Société
Écoles privées: Un projet de loi propose un encadrement renforcé des établissements
05/04/2025 - 15:44
Youness Oubaali
Le Conseil de gouvernement a approuvé, jeudi 3 avril 2025, le projet de loi n° 59.21 relatif à l’enseignement scolaire, qui vise à imposer de nouvelles obligations et responsabilités aux établissements d’enseignement privé ainsi qu’à leurs responsables, sous peine de sanctions et d’amendes
Le texte propose un encadrement rigoureux des établissements d’enseignement privé, dans le but de protéger les droits des élèves et de leurs familles tout en garantissant une transparence accrue dans la gestion de ces établissements.
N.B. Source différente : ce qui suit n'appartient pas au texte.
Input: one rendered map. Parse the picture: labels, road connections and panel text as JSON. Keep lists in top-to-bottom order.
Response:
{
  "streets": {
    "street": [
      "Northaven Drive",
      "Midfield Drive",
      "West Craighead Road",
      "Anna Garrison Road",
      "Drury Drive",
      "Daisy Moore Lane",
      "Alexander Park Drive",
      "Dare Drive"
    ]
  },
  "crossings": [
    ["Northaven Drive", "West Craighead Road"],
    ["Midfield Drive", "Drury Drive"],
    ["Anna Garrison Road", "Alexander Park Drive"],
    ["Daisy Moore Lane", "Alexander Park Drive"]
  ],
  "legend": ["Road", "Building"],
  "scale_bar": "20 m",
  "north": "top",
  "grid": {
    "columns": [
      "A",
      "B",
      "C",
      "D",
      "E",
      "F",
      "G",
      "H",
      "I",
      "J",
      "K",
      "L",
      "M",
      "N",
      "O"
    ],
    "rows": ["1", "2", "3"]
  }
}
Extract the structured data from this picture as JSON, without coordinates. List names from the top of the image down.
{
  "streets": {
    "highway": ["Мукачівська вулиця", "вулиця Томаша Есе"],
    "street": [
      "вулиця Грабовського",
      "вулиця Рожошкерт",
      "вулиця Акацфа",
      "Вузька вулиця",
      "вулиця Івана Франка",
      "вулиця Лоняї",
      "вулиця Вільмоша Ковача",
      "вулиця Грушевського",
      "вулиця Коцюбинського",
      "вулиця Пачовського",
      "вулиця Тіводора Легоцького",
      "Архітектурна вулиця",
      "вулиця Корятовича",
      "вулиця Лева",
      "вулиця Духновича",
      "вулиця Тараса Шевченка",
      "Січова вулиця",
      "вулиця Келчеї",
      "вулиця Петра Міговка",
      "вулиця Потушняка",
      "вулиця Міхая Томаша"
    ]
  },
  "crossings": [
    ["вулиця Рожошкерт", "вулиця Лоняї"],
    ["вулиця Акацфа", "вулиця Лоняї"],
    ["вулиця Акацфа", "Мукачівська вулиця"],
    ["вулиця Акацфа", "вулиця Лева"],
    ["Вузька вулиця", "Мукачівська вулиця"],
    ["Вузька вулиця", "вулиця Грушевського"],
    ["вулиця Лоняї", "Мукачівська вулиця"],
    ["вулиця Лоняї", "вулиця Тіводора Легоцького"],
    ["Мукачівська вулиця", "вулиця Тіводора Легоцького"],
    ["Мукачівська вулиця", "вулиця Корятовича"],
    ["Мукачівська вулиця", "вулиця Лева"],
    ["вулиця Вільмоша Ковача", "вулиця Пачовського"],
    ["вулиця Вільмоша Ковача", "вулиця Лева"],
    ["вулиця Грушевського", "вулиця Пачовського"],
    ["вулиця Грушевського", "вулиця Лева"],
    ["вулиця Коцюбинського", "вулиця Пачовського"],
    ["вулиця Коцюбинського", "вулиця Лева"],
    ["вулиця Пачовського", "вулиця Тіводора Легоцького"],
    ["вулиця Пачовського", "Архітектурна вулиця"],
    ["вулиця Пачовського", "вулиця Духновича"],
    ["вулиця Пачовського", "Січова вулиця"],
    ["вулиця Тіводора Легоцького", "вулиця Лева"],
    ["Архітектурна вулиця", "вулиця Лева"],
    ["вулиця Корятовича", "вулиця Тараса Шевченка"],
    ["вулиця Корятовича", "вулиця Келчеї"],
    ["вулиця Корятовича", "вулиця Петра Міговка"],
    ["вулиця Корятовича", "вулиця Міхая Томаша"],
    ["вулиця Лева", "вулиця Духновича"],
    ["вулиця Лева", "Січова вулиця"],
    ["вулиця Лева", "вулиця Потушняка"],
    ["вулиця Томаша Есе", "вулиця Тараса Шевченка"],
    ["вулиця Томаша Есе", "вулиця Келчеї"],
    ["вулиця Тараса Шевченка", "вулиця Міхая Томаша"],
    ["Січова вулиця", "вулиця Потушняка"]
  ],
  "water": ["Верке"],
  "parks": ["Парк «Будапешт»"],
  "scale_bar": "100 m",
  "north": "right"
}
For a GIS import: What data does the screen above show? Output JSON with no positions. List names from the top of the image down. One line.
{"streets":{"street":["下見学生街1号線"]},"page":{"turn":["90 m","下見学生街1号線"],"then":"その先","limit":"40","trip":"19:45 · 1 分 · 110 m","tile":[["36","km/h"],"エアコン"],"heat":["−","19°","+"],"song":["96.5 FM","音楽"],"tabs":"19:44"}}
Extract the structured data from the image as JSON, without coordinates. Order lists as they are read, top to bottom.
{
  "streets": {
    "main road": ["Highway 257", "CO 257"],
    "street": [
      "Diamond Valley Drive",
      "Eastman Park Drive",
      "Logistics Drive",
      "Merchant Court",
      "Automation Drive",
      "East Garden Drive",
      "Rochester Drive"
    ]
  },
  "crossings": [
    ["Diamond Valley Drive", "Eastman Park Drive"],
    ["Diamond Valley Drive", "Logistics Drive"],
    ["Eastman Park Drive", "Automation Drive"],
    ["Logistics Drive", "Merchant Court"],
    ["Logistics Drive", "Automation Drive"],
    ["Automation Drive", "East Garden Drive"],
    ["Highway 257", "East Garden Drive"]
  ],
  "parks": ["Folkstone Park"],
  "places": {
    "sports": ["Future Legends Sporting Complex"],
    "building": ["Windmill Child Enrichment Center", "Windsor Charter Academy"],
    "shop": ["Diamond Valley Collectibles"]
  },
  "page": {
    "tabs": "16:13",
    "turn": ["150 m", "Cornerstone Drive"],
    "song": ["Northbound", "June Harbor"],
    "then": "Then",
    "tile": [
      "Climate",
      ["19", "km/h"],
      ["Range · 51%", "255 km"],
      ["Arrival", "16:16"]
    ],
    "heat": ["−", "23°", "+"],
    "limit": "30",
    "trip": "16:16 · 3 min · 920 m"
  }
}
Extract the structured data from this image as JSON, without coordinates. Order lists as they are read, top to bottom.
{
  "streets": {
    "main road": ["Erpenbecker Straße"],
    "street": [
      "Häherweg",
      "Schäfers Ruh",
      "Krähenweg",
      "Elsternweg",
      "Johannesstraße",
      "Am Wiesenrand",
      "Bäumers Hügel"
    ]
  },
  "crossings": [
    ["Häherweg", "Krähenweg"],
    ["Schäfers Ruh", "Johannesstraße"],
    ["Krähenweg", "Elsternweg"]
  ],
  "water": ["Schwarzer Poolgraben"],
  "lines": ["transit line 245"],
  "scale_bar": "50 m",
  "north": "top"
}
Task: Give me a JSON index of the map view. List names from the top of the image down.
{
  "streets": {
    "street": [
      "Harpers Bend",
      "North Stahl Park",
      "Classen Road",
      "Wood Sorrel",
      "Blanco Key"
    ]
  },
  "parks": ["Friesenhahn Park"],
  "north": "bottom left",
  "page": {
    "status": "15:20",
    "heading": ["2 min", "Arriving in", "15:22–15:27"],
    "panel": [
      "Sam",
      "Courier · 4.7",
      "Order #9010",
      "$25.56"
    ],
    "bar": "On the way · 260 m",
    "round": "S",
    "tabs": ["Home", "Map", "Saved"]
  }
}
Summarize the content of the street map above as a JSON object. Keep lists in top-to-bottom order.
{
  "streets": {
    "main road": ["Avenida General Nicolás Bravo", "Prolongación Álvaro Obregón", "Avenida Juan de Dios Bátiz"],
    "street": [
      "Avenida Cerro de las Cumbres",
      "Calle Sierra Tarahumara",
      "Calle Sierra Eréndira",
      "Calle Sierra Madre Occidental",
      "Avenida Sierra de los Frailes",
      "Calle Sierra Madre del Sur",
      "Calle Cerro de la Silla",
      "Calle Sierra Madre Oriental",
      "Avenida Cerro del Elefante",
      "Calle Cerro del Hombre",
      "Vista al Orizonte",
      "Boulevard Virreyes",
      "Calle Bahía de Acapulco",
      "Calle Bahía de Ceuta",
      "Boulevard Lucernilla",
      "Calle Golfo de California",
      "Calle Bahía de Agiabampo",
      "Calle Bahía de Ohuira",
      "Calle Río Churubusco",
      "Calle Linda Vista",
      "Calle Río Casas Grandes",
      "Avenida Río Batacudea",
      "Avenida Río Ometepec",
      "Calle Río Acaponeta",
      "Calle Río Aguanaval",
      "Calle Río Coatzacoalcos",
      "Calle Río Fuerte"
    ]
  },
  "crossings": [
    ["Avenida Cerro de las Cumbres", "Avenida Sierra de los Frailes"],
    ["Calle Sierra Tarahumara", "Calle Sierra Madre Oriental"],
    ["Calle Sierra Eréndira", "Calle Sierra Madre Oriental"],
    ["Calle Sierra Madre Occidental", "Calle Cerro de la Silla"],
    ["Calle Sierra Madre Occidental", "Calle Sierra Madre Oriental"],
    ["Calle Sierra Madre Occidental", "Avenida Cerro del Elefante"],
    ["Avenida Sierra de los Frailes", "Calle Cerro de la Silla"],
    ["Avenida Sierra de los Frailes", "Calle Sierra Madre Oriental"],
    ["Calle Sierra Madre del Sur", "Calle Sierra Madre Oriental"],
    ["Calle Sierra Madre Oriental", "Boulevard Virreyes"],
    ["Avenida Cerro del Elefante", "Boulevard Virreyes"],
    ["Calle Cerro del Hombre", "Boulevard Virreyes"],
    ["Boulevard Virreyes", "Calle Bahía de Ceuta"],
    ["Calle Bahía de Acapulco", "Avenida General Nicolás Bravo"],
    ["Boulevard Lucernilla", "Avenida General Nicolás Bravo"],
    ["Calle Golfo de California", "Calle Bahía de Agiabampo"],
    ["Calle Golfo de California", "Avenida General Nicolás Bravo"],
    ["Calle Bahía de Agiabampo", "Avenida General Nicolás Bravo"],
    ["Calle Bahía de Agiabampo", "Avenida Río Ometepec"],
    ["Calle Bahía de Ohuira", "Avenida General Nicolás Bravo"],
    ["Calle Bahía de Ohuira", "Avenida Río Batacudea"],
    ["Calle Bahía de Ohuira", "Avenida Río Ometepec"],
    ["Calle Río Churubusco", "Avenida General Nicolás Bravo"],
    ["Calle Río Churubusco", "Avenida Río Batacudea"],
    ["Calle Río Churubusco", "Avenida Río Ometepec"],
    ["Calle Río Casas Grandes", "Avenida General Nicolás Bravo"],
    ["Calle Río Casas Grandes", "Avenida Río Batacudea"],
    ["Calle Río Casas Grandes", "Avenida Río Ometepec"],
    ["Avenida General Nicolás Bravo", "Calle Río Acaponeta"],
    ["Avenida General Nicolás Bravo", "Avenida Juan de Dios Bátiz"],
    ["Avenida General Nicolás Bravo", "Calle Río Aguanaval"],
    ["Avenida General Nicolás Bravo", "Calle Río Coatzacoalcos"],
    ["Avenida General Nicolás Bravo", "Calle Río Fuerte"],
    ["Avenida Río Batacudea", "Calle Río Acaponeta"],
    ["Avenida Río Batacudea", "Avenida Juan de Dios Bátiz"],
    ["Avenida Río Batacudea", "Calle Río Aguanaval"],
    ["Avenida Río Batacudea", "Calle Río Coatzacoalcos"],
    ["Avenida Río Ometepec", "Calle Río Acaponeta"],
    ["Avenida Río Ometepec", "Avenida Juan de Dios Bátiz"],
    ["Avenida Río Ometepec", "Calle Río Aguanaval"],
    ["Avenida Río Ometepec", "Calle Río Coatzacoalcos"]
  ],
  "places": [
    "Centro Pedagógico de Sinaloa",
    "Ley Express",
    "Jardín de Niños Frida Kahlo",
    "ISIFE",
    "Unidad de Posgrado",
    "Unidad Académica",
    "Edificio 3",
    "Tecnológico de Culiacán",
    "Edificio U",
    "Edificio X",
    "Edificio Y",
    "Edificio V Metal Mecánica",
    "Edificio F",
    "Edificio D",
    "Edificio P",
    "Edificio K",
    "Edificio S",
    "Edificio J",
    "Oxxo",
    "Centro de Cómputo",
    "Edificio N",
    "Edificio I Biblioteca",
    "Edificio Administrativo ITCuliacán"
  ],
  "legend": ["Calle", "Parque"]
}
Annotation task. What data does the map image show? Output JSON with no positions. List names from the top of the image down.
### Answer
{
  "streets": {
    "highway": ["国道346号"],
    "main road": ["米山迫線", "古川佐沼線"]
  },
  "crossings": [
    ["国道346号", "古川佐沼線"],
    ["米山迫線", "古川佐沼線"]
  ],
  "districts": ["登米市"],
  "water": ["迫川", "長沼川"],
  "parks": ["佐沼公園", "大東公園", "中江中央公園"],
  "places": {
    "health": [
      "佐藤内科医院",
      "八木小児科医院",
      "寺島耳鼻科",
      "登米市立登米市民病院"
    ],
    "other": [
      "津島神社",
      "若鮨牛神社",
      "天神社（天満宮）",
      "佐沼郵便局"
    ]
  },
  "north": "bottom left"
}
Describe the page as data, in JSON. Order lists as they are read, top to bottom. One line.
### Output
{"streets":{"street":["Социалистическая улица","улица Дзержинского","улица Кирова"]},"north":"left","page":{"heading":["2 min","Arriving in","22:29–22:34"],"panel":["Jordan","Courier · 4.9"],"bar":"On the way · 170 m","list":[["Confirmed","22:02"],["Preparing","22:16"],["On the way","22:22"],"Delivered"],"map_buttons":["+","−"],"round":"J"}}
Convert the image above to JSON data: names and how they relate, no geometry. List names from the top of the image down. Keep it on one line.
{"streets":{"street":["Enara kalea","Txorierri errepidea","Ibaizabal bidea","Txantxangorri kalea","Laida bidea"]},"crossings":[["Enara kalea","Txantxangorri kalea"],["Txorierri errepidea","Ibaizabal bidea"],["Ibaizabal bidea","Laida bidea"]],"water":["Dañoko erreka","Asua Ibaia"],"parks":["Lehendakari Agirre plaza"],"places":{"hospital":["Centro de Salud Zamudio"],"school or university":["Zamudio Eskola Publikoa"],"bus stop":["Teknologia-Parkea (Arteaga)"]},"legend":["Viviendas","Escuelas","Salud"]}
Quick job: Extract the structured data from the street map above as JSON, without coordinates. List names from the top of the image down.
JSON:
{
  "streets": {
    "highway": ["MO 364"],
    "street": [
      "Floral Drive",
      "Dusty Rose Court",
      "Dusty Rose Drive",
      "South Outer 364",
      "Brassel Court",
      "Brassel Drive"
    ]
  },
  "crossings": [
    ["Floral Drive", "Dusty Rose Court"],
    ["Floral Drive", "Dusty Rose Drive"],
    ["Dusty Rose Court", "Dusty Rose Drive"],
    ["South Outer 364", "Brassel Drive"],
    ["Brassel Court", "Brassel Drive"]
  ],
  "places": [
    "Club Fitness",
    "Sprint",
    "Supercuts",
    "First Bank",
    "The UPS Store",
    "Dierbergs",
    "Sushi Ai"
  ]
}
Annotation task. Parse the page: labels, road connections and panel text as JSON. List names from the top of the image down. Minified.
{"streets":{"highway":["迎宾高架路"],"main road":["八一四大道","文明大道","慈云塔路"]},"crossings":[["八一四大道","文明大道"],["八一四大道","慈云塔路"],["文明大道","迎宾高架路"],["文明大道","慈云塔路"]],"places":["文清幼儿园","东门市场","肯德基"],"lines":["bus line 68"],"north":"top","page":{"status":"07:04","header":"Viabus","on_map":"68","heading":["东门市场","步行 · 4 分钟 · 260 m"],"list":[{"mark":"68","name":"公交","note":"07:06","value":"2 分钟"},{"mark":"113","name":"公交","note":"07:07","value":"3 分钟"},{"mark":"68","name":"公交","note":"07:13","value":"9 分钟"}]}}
Parmi les principales dispositions du texte figure l’obligation pour les établissements de rendre publiques, de manière permanente, les listes des frais appliqués, incluant les droits d’inscription, d’assurance, de scolarité, ainsi que les frais relatifs à la restauration, à l’hébergement et au transport scolaire, lorsqu’ils sont proposés. Ces frais ne pourront être augmentés en cours d’année scolaire, sauf information préalable des familles pour l’année suivante.
Le projet impose également la conclusion d’un contrat écrit entre l’établissement et les représentants légaux de l’élève, précisant les droits et devoirs de chaque partie. Ce contrat, dont le modèle sera fixé par voie réglementaire, devra être archivé et mis à disposition de l’académie régionale concernée.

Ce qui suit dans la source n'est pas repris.